И «не как-нибудь, не зря» стала Аграфена заниматься этим делом, а так, что самый расчетливый, самый основательный человек, осуждая ее поведение, мог в конце концов только похвалить ее, признать в ней необыкновенный ум, направленный, без всяких послаблений и увлечений, только к одной цели, которую она и достигла не как-нибудь, а с толком, умно, расчетливо. Она сумела вытянуть из всех пятерых все, что у них было; вытягивала все лето всеми возможными ценностями, причем вниманием удостоивала далеко не всех, довела их до ссоры, чуть не до дуэли, и в то же время не только не изменила своего обличья крестьянской жены, работящей, молчаливой, но даже и тени гордости не выказывала перед завидовавшими ей приятельницами. Вставала она по-прежнему в три часа утра, гнала коров, шла на речку с тяжелыми ведрами, жала в поле, ходила босиком по грязи, словом – ни на волос не давала заметить ни господам, что они ей нужны, ни своим деревенским соперницам, что дела ее блистательны. Напротив, раз поняв, в чем дело, инстинктивно угадав тот образ действий, который как нельзя лучше привязывает к ней мужа, она при каждом успехе стала чувствовать только одно, что – «мало», надо больше, надо поступать настойчивей, добиваться энергичней.

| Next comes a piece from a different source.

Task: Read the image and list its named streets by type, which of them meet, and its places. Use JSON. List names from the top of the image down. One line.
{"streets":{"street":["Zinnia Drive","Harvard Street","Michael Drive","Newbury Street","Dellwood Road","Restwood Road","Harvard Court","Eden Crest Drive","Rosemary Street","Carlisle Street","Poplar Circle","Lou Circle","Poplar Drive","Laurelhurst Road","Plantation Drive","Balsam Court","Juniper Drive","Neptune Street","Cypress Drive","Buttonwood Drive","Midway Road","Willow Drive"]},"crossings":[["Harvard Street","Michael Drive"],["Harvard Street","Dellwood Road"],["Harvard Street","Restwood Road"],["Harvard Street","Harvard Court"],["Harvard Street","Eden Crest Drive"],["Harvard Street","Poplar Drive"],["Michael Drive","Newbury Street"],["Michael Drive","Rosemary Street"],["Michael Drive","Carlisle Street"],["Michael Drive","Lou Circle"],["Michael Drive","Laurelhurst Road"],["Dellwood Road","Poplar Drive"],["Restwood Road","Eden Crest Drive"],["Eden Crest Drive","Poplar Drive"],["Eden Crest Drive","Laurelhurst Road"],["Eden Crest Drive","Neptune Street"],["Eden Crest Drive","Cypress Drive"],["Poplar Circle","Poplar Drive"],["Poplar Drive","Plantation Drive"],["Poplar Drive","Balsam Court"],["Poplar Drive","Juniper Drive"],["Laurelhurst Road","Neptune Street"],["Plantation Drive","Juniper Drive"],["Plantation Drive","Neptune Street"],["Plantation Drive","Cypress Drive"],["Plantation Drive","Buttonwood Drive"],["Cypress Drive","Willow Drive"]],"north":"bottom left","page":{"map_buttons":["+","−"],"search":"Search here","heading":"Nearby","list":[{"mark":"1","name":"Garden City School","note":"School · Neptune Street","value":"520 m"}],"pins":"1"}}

– К нам опять, баринушки, милости просим! Не оставьте уж нас опять-то, оченно мы вами благодарны! – как «простая» деревенская баба, говорила она, кланяясь и держа конец фартука у губ, когда баринушки осенью разъезжались по домам, унося, быть может, истинную любовь в сердце.
– Непременно! непременно! – кричали ей самым искреннейшим образом баринушки и махали шапками…
– Присылайте других побогаче! – прибавила она грубо и искренне-бессердечно, когда баринушки умчались и Аграфена осталась с муженьком с глазу на глаз. Она еще с секунду подержала на своем лице это грубое выражение, но вдруг взглянула на улыбавшегося Михайла Петрова и так сама улыбнулась, такими громадными и громадно-веселыми глазами мелькнула на мужа, что у того только дыханье захватило от удовольствия. Никаких больше разговоров, ни воспоминаний, ни даже имен этих баринушек не повторялось. Точно ничего не было такого, о чем можно бы шепнуть друг другу пару слов. Веселая и радостная после отъезда постояльцев, Аграфена тотчас поставила самовар и сама начала такую речь:
– А ты вот что, Михайла, ты вот лошаденок парочку беспременно у Барсукова купи.
– Лошади первый сорт…
– За лошадьми надоть в Почивалово… У Барсукова что?
И пошел деловитейший из деловых разговоров.
Михайло Петров тоже не зевал с господами. Пользуясь влиянием жены, о котором господа и понятия не имели, полагая, что Михайло Петров не более как ловко обманываемый муж, он брал с господ и за провоз, и за отвоз, и за рыбку, и за пивцо – «наше деревенское, уж какое есть» – и гривеннички и рублевики, и так попрашивал на лаптишки, что в конце концов в ту же осень онпринялся строить большущий дом, купил скотины и единогласно был выбран в сельские старосты.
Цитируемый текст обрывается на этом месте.